As a Former Party chair, one of the tasks that fell to me was organizing the annual Fish Fry in Cabarrus County, North Carolina. What does that have to do with graph theory and networks? Read on ...
{This diary is in memory of my Friend Carlene Barnhardt, who could sell more tickets than anybody, and would have loved the opportunity to vote for Larry Kissell this time around in NC-08. }
We would sell tickets before the event. Various party activists would get 10, or 20, or 50 -- and knew the people that they would go to in order to sell them. Here's the interesting part -- if a person had already been sold a ticket by another person, he or she wouldn't buy a ticket. The pre-sale of tickets not only raised money, it insured that the social networks of the activists were not too incestuous -- that large segments of the community would be "spanned", or covered, by being known to at least one activist. The person buying the ticket usually felt obligated to tell the person selling the ticket exactly what he or she felt about the current political situation, and this information would propagate up, back to the Chair, when the ticket seller would turn in the money. A kind of poll -- that was very careful not to sample the same people over and over again! This coordination of information and outreach was actually far more important than the money raised.

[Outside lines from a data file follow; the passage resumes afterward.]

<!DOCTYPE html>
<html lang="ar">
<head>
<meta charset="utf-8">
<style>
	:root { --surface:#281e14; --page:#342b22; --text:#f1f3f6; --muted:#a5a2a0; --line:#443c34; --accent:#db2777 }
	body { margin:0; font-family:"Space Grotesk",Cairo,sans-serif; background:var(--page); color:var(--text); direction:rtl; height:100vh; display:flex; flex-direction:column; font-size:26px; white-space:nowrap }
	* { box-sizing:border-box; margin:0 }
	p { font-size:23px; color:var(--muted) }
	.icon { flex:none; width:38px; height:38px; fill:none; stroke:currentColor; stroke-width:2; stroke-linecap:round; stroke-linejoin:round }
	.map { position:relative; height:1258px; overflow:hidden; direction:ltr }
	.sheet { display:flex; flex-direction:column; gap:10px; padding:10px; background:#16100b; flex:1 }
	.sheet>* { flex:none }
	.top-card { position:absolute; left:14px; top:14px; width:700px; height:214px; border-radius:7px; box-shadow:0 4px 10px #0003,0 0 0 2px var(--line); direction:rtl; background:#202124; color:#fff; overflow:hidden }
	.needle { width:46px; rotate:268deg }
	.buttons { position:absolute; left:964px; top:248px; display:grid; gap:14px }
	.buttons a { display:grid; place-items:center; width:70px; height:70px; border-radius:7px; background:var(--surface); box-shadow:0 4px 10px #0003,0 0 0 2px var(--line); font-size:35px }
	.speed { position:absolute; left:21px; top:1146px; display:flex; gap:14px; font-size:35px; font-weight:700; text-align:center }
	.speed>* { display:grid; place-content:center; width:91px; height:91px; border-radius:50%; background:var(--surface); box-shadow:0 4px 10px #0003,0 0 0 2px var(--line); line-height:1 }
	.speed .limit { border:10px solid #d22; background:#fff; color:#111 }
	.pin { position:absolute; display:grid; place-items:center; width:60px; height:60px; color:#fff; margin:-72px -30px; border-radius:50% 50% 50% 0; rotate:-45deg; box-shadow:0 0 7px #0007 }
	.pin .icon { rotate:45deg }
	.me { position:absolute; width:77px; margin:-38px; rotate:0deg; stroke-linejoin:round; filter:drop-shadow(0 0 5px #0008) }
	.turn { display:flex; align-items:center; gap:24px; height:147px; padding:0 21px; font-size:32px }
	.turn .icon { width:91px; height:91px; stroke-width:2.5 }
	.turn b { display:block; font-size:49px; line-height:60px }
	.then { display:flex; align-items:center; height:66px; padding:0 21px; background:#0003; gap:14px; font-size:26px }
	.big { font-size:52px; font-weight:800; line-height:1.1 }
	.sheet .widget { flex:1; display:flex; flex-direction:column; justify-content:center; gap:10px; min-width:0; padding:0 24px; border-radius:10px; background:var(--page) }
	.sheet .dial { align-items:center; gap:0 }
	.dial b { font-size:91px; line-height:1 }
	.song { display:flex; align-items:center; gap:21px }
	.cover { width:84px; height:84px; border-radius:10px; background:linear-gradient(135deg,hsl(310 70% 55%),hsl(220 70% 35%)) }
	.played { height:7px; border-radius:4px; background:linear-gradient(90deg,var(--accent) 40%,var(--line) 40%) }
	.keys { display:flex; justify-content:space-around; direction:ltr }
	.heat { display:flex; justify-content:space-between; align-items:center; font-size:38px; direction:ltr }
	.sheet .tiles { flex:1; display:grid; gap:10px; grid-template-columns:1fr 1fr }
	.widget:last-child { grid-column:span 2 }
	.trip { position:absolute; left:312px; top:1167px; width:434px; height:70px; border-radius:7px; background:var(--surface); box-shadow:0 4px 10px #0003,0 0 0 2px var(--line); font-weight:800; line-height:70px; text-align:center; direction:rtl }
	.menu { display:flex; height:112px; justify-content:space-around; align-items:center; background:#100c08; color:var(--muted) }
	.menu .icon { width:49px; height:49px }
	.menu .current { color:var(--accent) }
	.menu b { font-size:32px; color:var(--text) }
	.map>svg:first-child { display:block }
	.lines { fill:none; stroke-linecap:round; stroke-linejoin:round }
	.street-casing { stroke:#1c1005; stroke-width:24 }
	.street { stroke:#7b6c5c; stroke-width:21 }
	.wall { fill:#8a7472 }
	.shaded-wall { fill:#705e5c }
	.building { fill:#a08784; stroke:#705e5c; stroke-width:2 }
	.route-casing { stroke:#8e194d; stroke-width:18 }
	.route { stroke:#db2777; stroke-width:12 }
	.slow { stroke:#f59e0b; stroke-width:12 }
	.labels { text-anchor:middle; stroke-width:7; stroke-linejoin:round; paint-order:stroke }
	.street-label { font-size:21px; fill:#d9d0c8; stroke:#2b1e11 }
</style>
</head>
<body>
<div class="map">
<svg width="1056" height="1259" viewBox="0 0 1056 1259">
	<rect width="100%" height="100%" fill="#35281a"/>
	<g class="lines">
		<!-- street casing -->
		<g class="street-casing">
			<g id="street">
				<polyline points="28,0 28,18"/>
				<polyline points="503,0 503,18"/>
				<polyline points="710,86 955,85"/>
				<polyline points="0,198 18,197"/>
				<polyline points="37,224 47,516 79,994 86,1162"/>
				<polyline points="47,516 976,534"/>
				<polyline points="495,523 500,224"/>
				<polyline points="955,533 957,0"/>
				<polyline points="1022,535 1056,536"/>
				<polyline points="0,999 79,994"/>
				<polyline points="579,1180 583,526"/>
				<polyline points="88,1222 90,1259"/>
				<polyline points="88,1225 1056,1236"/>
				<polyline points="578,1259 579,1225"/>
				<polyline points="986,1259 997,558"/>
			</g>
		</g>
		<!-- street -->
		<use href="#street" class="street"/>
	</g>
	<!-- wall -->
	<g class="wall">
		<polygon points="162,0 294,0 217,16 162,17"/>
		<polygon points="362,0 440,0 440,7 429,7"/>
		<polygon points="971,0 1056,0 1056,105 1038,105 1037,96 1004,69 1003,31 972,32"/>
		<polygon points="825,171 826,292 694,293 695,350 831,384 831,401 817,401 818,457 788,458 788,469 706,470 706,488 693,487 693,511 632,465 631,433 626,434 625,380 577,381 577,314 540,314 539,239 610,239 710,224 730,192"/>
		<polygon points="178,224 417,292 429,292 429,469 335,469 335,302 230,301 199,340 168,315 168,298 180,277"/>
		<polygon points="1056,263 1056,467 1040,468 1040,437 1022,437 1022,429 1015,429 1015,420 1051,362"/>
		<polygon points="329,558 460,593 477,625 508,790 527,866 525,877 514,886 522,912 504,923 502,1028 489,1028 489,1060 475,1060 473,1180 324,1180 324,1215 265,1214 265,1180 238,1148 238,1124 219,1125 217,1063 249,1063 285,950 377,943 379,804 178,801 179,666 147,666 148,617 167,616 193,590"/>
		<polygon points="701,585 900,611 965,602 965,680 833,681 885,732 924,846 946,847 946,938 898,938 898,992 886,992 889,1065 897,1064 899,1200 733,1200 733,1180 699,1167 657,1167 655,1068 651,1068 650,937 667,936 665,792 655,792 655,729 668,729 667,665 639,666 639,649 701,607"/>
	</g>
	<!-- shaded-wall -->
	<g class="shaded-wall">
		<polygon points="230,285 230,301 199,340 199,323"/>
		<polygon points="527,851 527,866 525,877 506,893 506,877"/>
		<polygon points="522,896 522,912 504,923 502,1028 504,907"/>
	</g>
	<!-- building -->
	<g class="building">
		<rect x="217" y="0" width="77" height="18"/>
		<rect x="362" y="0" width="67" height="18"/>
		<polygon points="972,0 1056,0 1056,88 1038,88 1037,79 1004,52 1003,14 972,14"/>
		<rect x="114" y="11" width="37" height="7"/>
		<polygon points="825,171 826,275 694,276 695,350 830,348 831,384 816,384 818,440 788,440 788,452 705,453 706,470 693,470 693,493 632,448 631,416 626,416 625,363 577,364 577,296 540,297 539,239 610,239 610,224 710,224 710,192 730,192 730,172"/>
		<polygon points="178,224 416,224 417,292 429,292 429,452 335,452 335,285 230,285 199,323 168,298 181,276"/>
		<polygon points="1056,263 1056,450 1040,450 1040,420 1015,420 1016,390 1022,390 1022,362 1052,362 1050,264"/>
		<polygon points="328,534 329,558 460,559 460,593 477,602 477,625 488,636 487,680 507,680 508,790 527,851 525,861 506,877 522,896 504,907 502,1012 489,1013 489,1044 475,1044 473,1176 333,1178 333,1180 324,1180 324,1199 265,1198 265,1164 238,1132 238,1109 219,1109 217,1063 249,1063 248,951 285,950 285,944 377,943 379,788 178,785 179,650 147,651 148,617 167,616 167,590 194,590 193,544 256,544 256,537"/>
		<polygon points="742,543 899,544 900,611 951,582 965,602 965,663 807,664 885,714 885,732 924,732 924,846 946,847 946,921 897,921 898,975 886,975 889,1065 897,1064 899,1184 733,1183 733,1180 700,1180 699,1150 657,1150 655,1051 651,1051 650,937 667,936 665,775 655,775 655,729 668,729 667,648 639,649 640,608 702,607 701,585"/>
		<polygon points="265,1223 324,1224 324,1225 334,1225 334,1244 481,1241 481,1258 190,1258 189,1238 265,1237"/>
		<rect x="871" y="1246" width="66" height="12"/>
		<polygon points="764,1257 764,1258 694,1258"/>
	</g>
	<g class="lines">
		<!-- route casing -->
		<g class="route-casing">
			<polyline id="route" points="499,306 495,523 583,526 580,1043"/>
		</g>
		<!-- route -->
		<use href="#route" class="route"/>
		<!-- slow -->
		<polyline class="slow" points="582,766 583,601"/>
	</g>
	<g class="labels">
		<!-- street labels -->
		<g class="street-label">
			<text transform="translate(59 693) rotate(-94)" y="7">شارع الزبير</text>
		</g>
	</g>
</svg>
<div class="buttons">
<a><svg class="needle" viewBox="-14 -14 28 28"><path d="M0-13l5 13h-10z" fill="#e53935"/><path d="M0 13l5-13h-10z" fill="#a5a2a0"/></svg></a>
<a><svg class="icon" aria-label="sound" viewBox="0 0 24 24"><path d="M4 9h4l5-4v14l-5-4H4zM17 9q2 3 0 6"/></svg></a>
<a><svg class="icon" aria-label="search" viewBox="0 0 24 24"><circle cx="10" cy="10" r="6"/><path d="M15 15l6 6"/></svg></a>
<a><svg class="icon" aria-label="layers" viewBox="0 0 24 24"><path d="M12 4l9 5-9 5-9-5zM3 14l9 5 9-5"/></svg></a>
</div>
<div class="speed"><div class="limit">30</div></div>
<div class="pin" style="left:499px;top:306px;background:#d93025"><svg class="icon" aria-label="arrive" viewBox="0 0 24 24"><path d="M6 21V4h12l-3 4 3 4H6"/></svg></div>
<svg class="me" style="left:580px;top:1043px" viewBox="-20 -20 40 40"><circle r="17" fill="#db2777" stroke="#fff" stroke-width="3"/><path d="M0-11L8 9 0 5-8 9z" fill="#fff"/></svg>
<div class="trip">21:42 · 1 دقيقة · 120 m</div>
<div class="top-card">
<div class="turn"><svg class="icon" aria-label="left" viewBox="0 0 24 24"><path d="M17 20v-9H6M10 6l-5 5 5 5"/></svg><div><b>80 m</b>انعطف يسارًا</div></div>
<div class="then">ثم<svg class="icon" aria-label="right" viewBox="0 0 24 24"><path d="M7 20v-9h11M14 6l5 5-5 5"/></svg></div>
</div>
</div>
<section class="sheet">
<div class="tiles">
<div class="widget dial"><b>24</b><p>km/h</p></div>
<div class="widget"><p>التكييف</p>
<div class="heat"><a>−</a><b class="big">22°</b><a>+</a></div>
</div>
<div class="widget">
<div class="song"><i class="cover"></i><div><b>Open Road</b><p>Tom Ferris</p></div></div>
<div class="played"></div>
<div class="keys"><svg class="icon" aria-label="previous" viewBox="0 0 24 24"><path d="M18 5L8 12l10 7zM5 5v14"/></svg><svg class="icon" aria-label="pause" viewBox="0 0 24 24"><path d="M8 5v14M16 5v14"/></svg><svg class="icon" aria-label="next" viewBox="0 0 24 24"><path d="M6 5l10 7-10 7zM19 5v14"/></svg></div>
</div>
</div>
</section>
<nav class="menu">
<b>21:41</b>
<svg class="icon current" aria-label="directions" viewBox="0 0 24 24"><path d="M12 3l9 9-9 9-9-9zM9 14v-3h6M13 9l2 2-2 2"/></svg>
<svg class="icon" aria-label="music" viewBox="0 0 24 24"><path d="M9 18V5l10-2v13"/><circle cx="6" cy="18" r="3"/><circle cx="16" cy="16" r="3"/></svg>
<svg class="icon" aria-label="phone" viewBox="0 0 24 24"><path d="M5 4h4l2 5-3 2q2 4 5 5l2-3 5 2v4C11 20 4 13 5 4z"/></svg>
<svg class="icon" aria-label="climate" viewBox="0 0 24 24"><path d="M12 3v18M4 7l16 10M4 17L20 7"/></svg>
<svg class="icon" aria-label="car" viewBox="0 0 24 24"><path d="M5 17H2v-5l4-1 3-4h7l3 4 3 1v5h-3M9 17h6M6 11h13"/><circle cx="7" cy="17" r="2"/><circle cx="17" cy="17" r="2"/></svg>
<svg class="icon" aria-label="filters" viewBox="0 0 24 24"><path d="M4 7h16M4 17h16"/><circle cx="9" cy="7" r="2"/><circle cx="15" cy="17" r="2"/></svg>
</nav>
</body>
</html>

So, what I want to do is look to a modern day way of doing this; a way of assigning responsibility for outreach, particularly in college communities, to a group of people with nearly 70% penetration with a social networking site. I'm looking for other people who have thought about the problem, in a conceptual or a technical way, to put together a little virtual working group. Let's stay ahead of the curve, and not fight the last war. On the conceptual side, I'm interested in modeling ways of telling something about someone's politics from the information in their profile. On the technical side, I'm interested in the best way to engineer the spider, and the right way to query the system.
DailyKos is the most popular political blog. Why? There are, of course, lots of reasons, but a glaring one is the superiority of Scoop. Everyone I've every talked to in meatspace (that is in the real world) has said that they prefer using this site to any other. Technology matters in politics.